● **Data extracts**:
=======
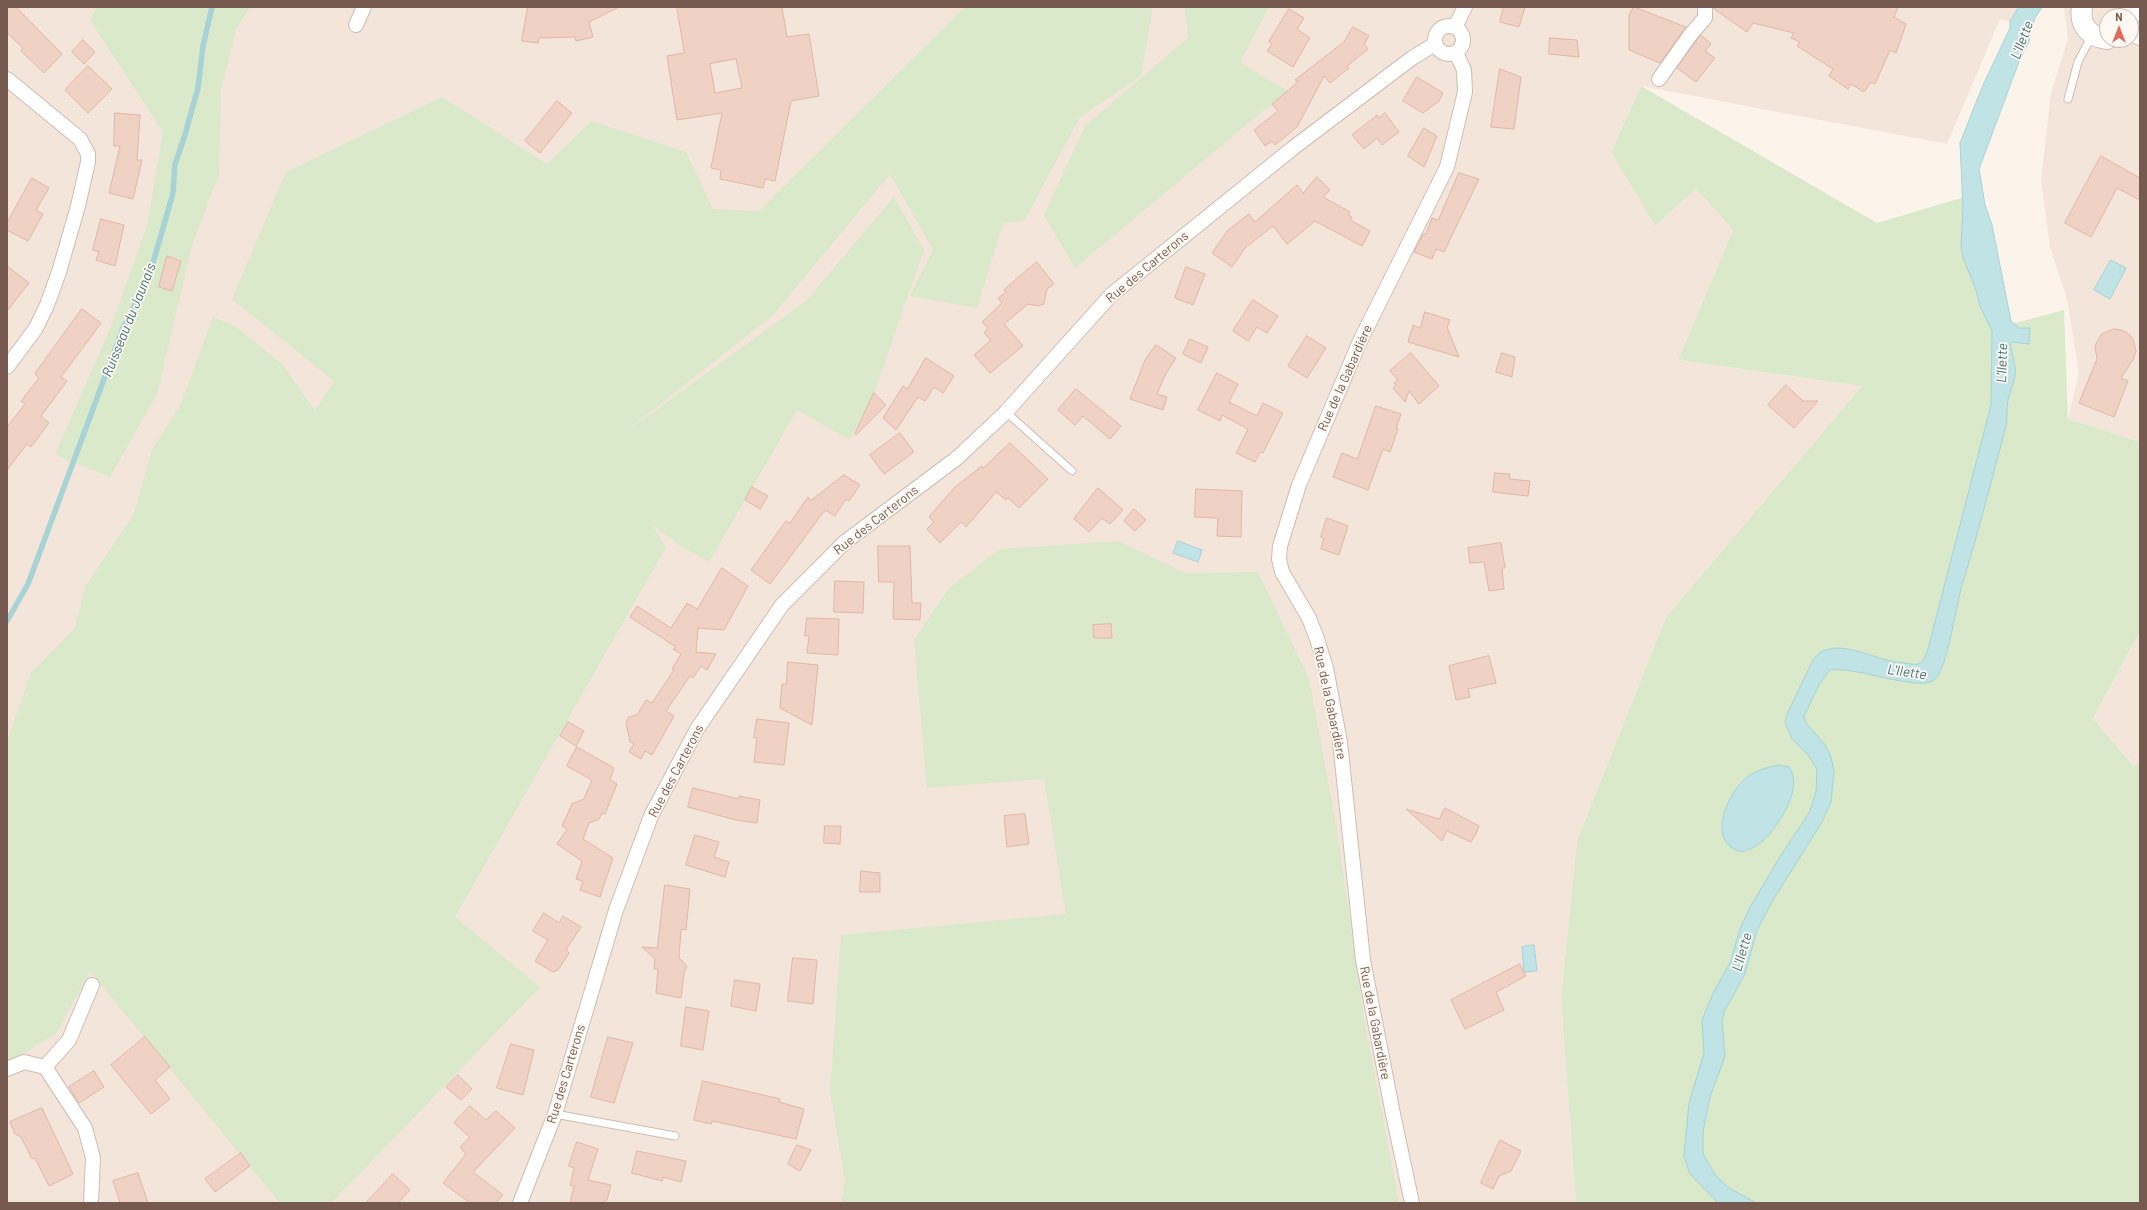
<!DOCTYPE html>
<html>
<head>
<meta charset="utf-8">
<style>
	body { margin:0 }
	#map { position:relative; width:2147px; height:1210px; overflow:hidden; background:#fcf4eb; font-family:Barlow,sans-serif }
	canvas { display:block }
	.frame { position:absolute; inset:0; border:8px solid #765a4f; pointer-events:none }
	.north { position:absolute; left:2099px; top:8px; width:40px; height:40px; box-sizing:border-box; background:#fef8f2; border:1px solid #c8b9b1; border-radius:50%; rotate:0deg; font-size:11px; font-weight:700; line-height:16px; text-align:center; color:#765a4f }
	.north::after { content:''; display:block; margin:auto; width:14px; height:18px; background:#dd6b59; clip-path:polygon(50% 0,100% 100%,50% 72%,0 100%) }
</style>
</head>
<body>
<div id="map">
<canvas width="2147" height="1210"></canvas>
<div class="frame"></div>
<div class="north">N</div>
</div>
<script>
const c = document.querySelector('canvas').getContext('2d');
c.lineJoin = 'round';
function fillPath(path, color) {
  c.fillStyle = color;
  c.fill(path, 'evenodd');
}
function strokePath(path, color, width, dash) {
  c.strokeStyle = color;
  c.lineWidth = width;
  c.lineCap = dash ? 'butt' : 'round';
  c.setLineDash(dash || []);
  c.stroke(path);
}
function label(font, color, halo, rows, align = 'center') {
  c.font = font + ' Barlow,sans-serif';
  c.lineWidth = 3.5;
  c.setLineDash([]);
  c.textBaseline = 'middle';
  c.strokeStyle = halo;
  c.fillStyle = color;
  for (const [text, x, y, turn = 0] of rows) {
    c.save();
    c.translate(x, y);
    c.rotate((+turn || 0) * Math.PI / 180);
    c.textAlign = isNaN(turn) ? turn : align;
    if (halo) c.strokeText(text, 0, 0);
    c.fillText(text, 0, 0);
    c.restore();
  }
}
const residential = new Path2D(`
	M7 7H2019L2010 22 2000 19 1947 144 1641 86 1611 151 1655 226 1696 189 1733 230 1678 360 1862 386 1666 617 1577 841 1561 998 1576 1203H7Z
	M2064 7H2140V442L2068 419 2079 373 2067 299 2050 247 2041 180 2051 93 2068 39ZM2107 16H2131V40H2107Z
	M2140 631V760L2135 766 2093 720Z`);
const green = new Path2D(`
	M97 7H250L236 29 221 89 219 174 192 245 157 394 110 477 55 455 112 324 147 226 163 132 90 20Z
	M965 7H1153L1141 76 1080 117 1024 221 1003 223 977 308 910 296 933 250 890 174 773 315 615 440 806 301 894 197 924 250 874 393 850 440 797 410 709 562 681 546 651 524 666 547 455 917 540 987 331 1203H280L90 971 56 1034 7 1063V741L31 673 75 628 85 587 134 514 152 450 181 404 213 317 235 326 282 364 315 411 334 381 232 299 286 172 442 97 547 164 592 121 686 152 713 209 759 211Z
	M1185 7H1269L1240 62 1287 91 1075 268 1044 215 1085 126 1188 38Z
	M1641 86 1877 223 1965 197 1997 328 2064 310 2068 419 2140 442V631L2093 719 2134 766 2140 760V1203H1576L1561 998 1577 841 1666 617 1862 386 1678 360 1733 230 1696 189 1655 226 1611 152Z
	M1119 541 1185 573 1258 572 1309 679 1336 824 1363 1012 1399 1203H841L845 1181 830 1091 841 935 1066 914 1044 779 927 788 914 640 949 588 1000 549Z`);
const water = new Path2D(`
	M2019 7H2042L2035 18 2031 29 2029 42 2020 59 1979 169 1985 205 1992 225 2011 321 2019 328H2030L2029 344 2012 342 2010 344C2012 355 2017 366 2015 377 2013 385 2010 392 2008 400 2006 410 2008 421 2005 430 1991 482 1978 534 1962 585 1956 604 1948 670 1934 680 1919 692 1855 666 1830 670L1820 683 1804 716 1806 723 1826 746 1831 757 1834 771 1831 802 1822 822 1773 900 1757 930 1745 974 1725 1010 1722 1021 1725 1056 1710 1097 1703 1132V1154L1716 1176 1728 1187 1756 1203H1718L1690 1174 1684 1156 1689 1103 1704 1053 1702 1020 1714 991 1730 963 1740 929 1750 907 1781 855 1809 813 1816 792 1817 769 1808 755 1792 739 1785 722 1787 714 1813 660C1829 636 1866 655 1887 660 1893 662 1900 662 1906 663 1910 664 1915 665 1918 664 1925 661 1927 652 1929 645L1991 405 1992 331 1980 306 1975 287 1963 258 1961 246 1963 209 1960 143 1983 85 2010 28V22Z
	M2111 260 2126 268 2110 299 2094 290Z
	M1178 541 1202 550 1198 562 1173 553Z
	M1778 765 1789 767C1805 788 1776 831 1759 844 1754 848 1748 850 1742 852 1705 843 1727 794 1746 778 1756 770 1766 768 1778 765Z
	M1534 945 1537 971 1524 972 1522 947Z`);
const stream = new Path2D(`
	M7 621 28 584 123 328 149 277 173 193 175 164 184 138 198 88 203 46 212 7`);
const building = new Path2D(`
	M7 7H16L62 54 44 73 21 51 23 48 7 33Z
	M528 7H619L589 22 593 37 576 41 575 37 539 38 538 43 522 41Z
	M677 7H782L787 37 809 34 819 96 791 101 775 181 765 179 763 188 720 179 721 170 711 168 722 113 677 120 667 56 684 53ZM736 59 742 88 715 93 710 64Z
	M1504 7H1525L1519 27 1500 22Z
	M1634 7 1686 27 1660 63 1629 50V15Z
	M1714 7H1898L1894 17 1906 24 1896 53 1890 50 1875 84 1871 82 1864 92 1851 84 1848 89 1829 76 1833 69 1797 46 1800 42 1791 38 1794 33 1753 23 1747 32 1714 9Z
	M1289 9 1304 18 1297 29 1310 38 1293 67 1267 51 1272 44 1269 42Z
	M1353 27 1369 36 1364 44 1368 49 1347 66 1349 68 1330 83 1324 76 1297 127 1275 145 1272 141 1265 146 1254 130 1278 111 1272 104 1299 81 1295 80 1344 42Z
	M1701 35 1711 44 1705 51 1715 58 1696 82 1677 68Z
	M1550 38 1577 40 1579 57 1549 54Z
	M83 40 95 52 84 64 72 52Z
	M88 66 112 89 88 113 65 90Z
	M1500 69 1521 77 1514 129 1491 127Z
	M1417 77 1443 93 1439 101 1423 113 1403 101Z
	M557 101 572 113 540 153 525 141Z
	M115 113 140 115 137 160H142L133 199 109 193 120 146H114Z
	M1385 113 1399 132 1382 145 1377 138 1364 149 1352 135 1377 115 1379 118Z
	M1424 128 1437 136 1424 167 1408 156Z
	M2101 156 2140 178V200L2117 188 2091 237 2065 223Z
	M1459 173 1479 179 1444 252 1436 249 1432 259 1414 252 1423 234H1426L1432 218 1438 220Z
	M1317 177 1330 190 1323 197 1350 212 1348 215 1352 217 1350 220 1370 231 1362 246 1315 221 1287 244 1273 226 1245 248 1232 267 1212 253 1228 230 1249 214 1255 222 1297 185 1303 193Z
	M32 178 49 188 36 210 43 214 28 241 7 230V223Z
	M101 219 124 225 115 266 96 260 99 252 93 250Z
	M167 256 181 261 172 291 159 287Z
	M1037 262 1054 284 1047 289 1044 304 1038 306 1028 304 1004 324 1023 346 990 373 974 355 991 340 984 333 988 328 982 322 1002 303 998 298 1006 292 1004 290Z
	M7 266 29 283 7 311Z
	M1186 267 1205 274 1193 305 1175 298Z
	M1253 300 1278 316 1267 333 1257 327 1248 341 1233 331Z
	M82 309 101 323 61 377 67 381 41 416 49 423 31 447 27 444 7 470V427L25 404 21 401 39 378 35 374Z
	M1425 312 1450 320 1447 327 1459 357 1408 342 1413 325 1420 328Z
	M2114 329 2122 330 2130 335 2133 339 2136 351 2134 358 2121 378 2128 381 2114 417 2079 403 2097 359 2095 346 2098 340 2102 334Z
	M1307 336 1326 348 1307 378 1288 366Z
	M1190 339 1208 347 1201 363 1183 354Z
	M1156 345 1176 358 1165 375 1157 394 1167 397 1163 410 1130 399 1145 360Z
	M1411 353 1439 386 1419 404 1409 391 1405 402 1393 388 1396 385 1394 383 1398 380 1390 371Z
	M1502 353 1515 357 1512 377 1496 372Z
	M926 358 954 376 943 393 934 387 925 401 918 397 896 430 883 418 903 386 907 389Z
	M1217 373 1238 384 1229 402 1257 416 1263 403 1283 413 1263 453 1260 452 1255 462 1236 453 1248 429 1222 415 1220 421 1198 410Z
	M1786 385 1803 401H1818L1794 428 1768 405Z
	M1076 389 1121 426 1110 439 1083 416 1075 425 1058 410Z
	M874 393 886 405 856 435 855 434Z
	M1376 406 1401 414 1396 428 1398 429 1390 452 1383 449 1368 490 1333 477 1342 453 1357 459Z
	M900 433 914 452 884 474 870 455Z
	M1010 443 1048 479 1019 508 1008 498 1006 500 996 492 966 527 961 522 940 543 927 529 934 522 929 517 955 487 982 466 983 468Z
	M1495 473 1510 474 1509 479 1530 481 1528 496 1493 492Z
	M844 475 860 485 849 501 846 499 835 516 825 510 770 584 751 570 786 521 790 523 808 497 811 500Z
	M752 487 768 496 760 509 745 500Z
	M1098 488 1123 510 1110 524 1102 518 1089 532 1074 519Z
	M1196 489 1242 491 1241 537 1217 536 1218 518 1195 517Z
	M1134 509 1146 520 1135 531 1124 521Z
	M1327 518 1348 526 1339 555 1321 549 1324 538 1321 537Z
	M1501 543 1505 568H1502L1504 589 1489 591 1484 562 1470 563 1468 548Z
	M878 546H910L912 603H921L920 620 893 619 894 582H879Z
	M722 568 748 586 724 630 698 628 696 652 716 654 707 670 701 666 693 678 690 676 666 711 674 716 652 755 645 751 641 759 629 752 634 744 630 742 626 722 629 717 637 715 646 700 652 703 674 670 672 669 681 654 673 649 676 647 630 617 637 606 671 628 687 603 697 609Z
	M835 581 864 582 863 613 834 612Z
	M807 618 839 619 838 655 807 653 809 636H805Z
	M1111 624 1112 638H1094L1093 625Z
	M1489 656 1496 683 1468 689 1470 697 1456 700 1449 666Z
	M788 662 818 665 812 725 780 708 782 684H786Z
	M757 719 789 723 784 765 754 762 757 738H754Z
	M568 722 584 731 576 746 560 736Z
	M577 747 614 768 610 780 617 784 605 814 602 813 599 819 589 823 583 839 613 858 600 897 580 890 583 881 576 879 582 861 557 844 567 829 562 826 572 804 584 799 592 780 567 766Z
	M693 788 739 799V796L760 800 757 823 736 820 688 807Z
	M1445 808 1479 826 1476 834 1471 842 1447 831 1442 841 1406 809 1439 819Z
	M1025 814 1029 844 1007 847 1004 816Z
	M825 826H841L840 844 824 843Z
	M695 835 719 842 714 857 729 862 725 877 686 865Z
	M861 871 880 873V892H860Z
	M665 885 690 889 686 930 681 929 679 958 687 966 684 973 681 998 656 993 658 969H654L655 959 642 947 657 948Z
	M544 913 559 923 563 916 581 927 566 950 569 953 558 970 553 972 535 961 548 940 533 931Z
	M793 958 817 960 813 1004 788 1001Z
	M1520 964 1526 976 1496 992 1504 1010 1465 1029 1451 1000Z
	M735 980 760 984 756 1011 731 1006Z
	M686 1007 709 1011 703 1050 681 1046Z
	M145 1037 170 1067 155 1080 170 1099 151 1114 111 1065Z
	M608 1037 633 1043 614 1103 591 1097Z
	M511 1044 534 1050 523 1095 497 1088Z
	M94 1071 104 1087 79 1103 69 1087Z
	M458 1075 472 1089 461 1100 446 1087Z
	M703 1081 780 1099 779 1102 804 1109 796 1139 712 1121 711 1124 694 1120Z
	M470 1106 486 1120 496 1111 515 1128 473 1172 503 1195 496 1203H470L443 1183 466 1154 460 1147 470 1137 454 1123Z
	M42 1108 73 1174 49 1186 35 1158 32 1159 21 1137 15 1134 10 1122Z
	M1500 1140 1521 1151 1511 1171 1499 1176 1493 1189 1481 1183Z
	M577 1142 598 1149 588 1180 611 1185 607 1200 601 1203H570L574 1186 570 1185 574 1168 569 1166Z
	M797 1145 811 1150 800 1171 788 1164Z
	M637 1151 686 1161 681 1182 663 1177 662 1181 632 1173Z
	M241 1153 250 1166 215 1192 205 1179Z
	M138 1173 148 1203H120L113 1181Z
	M393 1174 410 1190 398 1203H366Z`);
const lane = new Path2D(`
	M2068 99 2078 62 2092 35
	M1006 412 1072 471
	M555 1114 675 1136`);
const street = new Path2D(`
	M356 25 364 7
	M1435 40a14 14 0 1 1 28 0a14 14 0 1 1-28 0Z
	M1455 27 1465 7
	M7 79 80 139 88 154V162L78 206 59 272 47 305 36 328 7 367
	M1659 79 1691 34 1705 18V7
	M45 1067 85 1128 93 1158 91 1203
	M7 1069 24 1062 45 1067 69 1040 92 985
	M520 1203 555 1114 616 910 651 816 697 729 782 605 845 542 957 458 1006 412 1111 295 1293 148 1412 58 1430 47 1436 45
	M1412 1203 1393 1114 1363 960 1340 742 1326 668 1317 639 1309 618 1282 572 1279 559 1280 546 1299 485 1360 341 1447 167 1465 92 1464 70 1456 53`);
const secondary = new Path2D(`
	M2082 7C2079 25 2089 37 2107 39
	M2129 7 2130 16
	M2131 30 2140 35`);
const streetNames = [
	["Rue des Carterons",1147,267,-40],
	["Rue de la Gabardière",1345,378,-66],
	["Rue des Carterons",876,520,-38],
	["Rue de la Gabardière",1330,703,78],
	["Rue des Carterons",676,771,-62],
	["Rue de la Gabardière",1375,1023,79],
	["Rue des Carterons",566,1074,-73]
];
const waterNames = [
	["L'Ilette",2022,40,-69],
	["Ruisseau du Jaunais",129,320,-68],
	["L'Ilette",2002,363,-88],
	["L'Ilette",1907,672,8],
	["L'Ilette",1742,952,-74]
];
fillPath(residential, '#f3e5da');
fillPath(green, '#d9e9ca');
fillPath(water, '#c0e3e5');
strokePath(water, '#a7d3d6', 1);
strokePath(stream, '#a7d3d6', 5.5);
fillPath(building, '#f0d2c4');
strokePath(building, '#e1b7a6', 1);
strokePath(lane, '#cebcb1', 9);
strokePath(street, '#cebcb1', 16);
strokePath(secondary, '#d3bdb1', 22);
strokePath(lane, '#fff', 7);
strokePath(street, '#fff', 14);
strokePath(secondary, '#fff', 20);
label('13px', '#765a4f', '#fef8f2', streetNames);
label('italic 14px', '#43767a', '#fef8f2', waterNames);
</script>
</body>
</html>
=======
From the material above, copy every line that has the word "rows" in it.

● **Task answer**:
function label(font, color, halo, rows, align = 'center') {
  for (const [text, x, y, turn = 0] of rows) {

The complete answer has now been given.